* What is needed
The expected output is a verbatim reprint of the lines from the beginning of the data that follows through the line that contains "position:absolute; left:15px; top:15px;".

*** Opening Listed records ***

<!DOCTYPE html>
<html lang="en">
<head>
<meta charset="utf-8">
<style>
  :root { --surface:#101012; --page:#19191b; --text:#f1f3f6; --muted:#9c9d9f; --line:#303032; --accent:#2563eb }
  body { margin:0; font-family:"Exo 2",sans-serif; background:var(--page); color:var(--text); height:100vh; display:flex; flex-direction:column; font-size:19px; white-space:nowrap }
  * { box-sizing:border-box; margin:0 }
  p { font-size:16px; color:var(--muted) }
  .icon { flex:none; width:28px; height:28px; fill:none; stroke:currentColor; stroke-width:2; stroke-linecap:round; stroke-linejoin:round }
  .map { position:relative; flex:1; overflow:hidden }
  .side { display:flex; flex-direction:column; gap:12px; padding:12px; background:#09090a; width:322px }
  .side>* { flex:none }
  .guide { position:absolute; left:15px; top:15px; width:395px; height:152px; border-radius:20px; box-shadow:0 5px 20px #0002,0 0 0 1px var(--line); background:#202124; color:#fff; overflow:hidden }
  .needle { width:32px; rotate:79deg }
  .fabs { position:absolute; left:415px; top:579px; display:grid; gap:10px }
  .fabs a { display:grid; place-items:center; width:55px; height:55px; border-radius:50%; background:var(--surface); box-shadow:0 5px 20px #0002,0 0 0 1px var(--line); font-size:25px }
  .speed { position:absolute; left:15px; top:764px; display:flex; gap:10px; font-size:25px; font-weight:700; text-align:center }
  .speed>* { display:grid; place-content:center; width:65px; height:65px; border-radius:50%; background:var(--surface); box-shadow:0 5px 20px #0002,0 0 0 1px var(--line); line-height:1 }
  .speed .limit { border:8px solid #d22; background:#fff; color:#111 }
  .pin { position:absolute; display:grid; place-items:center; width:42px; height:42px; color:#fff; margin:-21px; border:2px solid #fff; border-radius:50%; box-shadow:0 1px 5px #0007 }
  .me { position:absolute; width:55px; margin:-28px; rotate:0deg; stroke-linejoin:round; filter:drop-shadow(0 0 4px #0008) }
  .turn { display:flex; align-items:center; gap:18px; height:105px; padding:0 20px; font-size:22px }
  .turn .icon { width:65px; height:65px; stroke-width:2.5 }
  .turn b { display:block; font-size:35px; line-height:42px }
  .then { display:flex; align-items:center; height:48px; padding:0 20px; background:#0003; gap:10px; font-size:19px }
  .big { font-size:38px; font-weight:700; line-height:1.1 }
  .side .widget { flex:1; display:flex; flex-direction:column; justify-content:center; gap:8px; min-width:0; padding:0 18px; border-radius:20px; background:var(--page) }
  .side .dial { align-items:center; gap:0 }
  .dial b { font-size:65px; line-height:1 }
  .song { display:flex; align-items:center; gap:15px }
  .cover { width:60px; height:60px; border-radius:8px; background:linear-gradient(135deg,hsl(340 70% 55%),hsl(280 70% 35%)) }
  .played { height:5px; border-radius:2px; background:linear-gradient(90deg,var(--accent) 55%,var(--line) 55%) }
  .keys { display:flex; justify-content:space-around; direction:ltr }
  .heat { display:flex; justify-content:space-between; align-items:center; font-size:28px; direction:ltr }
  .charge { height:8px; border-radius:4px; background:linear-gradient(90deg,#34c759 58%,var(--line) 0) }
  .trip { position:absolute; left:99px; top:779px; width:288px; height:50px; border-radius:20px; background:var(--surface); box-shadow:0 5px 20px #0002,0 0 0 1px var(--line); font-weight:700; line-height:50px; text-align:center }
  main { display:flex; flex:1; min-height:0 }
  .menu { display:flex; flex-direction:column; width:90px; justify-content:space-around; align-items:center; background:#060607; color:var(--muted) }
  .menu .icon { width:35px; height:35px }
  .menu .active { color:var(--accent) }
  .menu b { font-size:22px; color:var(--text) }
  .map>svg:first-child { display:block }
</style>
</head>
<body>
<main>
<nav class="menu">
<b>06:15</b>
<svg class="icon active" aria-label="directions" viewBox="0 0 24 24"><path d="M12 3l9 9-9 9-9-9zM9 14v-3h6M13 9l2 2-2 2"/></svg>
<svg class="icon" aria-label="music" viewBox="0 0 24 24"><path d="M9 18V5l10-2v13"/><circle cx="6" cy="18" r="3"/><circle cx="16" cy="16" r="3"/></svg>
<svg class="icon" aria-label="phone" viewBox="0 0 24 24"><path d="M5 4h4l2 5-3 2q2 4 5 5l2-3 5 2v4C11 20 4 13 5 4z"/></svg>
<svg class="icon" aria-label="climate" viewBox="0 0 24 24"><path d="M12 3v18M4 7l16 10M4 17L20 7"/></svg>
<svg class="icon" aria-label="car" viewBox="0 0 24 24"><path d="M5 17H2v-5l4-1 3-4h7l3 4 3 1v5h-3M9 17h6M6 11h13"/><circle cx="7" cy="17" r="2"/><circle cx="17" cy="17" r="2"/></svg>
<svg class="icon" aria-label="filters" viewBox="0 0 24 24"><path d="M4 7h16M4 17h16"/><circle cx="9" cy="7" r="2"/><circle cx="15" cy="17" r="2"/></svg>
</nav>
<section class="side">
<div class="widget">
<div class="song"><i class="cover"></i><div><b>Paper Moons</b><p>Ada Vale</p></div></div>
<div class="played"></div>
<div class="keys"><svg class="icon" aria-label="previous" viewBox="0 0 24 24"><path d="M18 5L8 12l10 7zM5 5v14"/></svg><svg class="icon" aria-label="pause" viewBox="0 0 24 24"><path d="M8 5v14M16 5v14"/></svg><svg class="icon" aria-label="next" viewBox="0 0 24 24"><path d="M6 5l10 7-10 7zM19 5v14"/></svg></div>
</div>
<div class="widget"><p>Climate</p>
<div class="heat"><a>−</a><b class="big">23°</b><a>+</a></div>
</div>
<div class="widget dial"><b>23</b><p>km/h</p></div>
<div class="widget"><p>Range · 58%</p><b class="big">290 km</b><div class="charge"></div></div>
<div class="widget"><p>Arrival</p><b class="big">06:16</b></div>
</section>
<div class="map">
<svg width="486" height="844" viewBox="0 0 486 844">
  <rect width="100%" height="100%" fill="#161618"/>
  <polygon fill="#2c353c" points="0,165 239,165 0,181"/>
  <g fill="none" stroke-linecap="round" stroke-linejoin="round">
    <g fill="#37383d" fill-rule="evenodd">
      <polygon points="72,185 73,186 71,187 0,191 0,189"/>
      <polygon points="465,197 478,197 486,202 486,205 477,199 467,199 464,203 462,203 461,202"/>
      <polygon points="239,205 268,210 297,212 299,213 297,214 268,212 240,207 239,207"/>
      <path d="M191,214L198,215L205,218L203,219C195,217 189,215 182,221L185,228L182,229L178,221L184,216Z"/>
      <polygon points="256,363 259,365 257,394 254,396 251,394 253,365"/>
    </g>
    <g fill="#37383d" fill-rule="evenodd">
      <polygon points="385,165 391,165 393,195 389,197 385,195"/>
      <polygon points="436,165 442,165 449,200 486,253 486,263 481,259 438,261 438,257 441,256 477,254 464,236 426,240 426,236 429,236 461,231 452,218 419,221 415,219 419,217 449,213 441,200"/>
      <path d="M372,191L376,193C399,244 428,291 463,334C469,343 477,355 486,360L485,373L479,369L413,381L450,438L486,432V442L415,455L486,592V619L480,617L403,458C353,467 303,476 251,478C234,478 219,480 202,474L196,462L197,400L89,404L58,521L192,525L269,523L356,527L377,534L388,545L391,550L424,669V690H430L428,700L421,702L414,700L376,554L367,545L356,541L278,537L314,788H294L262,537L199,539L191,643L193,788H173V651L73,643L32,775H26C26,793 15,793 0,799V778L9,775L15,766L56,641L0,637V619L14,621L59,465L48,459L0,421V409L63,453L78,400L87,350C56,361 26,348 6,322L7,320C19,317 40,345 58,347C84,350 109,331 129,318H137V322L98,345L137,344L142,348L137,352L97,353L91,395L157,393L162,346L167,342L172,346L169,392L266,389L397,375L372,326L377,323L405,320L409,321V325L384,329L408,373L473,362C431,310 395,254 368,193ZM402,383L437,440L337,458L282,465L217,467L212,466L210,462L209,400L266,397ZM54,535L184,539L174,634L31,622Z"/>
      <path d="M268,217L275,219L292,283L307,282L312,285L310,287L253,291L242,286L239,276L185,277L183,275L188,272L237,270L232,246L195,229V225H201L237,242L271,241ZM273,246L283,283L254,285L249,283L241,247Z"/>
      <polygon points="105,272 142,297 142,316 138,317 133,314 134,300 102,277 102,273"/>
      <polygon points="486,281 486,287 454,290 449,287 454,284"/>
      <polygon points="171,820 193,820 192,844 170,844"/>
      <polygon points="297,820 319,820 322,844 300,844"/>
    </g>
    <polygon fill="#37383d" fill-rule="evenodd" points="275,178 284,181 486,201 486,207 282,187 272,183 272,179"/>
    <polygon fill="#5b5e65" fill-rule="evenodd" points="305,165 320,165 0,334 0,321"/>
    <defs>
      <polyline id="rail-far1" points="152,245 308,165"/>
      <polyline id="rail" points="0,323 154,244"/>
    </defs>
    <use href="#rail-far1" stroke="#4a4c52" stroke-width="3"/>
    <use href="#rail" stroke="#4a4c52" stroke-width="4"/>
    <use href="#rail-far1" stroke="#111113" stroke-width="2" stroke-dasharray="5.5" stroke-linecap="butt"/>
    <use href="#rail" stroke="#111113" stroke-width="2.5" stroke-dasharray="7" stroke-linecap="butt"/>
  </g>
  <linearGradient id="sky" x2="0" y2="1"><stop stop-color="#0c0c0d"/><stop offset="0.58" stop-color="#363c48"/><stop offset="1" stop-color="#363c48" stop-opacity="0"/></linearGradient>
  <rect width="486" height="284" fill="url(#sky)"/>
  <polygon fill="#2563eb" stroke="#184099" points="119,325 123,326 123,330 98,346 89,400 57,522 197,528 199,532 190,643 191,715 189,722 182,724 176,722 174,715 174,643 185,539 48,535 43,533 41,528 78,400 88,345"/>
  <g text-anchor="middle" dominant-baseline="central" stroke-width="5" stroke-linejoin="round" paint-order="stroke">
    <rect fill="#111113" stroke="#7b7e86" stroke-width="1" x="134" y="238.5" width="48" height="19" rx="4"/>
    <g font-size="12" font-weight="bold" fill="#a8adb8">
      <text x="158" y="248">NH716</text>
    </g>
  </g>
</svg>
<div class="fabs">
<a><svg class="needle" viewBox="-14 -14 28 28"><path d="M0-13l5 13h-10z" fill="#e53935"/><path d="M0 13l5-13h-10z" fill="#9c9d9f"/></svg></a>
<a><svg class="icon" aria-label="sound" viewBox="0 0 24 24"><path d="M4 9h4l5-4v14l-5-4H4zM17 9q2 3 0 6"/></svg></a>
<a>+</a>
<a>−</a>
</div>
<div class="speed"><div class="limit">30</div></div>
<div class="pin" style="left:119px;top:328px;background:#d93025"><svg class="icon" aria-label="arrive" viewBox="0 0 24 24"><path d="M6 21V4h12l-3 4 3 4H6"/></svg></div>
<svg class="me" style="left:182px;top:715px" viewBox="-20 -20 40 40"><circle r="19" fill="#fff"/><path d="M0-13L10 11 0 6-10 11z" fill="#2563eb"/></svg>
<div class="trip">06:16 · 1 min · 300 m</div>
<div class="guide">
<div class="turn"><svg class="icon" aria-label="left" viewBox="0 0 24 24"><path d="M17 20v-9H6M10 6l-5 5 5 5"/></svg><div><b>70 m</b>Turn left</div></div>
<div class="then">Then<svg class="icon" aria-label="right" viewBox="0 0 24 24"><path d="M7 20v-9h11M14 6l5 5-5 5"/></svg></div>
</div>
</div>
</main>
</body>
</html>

*** Closing Listed records ***

* Answer section
<!DOCTYPE html>
<html lang="en">
<head>
<meta charset="utf-8">
<style>
  :root { --surface:#101012; --page:#19191b; --text:#f1f3f6; --muted:#9c9d9f; --line:#303032; --accent:#2563eb }
  body { margin:0; font-family:"Exo 2",sans-serif; background:var(--page); color:var(--text); height:100vh; display:flex; flex-direction:column; font-size:19px; white-space:nowrap }
  * { box-sizing:border-box; margin:0 }
  p { font-size:16px; color:var(--muted) }
  .icon { flex:none; width:28px; height:28px; fill:none; stroke:currentColor; stroke-width:2; stroke-linecap:round; stroke-linejoin:round }
  .map { position:relative; flex:1; overflow:hidden }
  .side { display:flex; flex-direction:column; gap:12px; padding:12px; background:#09090a; width:322px }
  .side>* { flex:none }
  .guide { position:absolute; left:15px; top:15px; width:395px; height:152px; border-radius:20px; box-shadow:0 5px 20px #0002,0 0 0 1px var(--line); background:#202124; color:#fff; overflow:hidden }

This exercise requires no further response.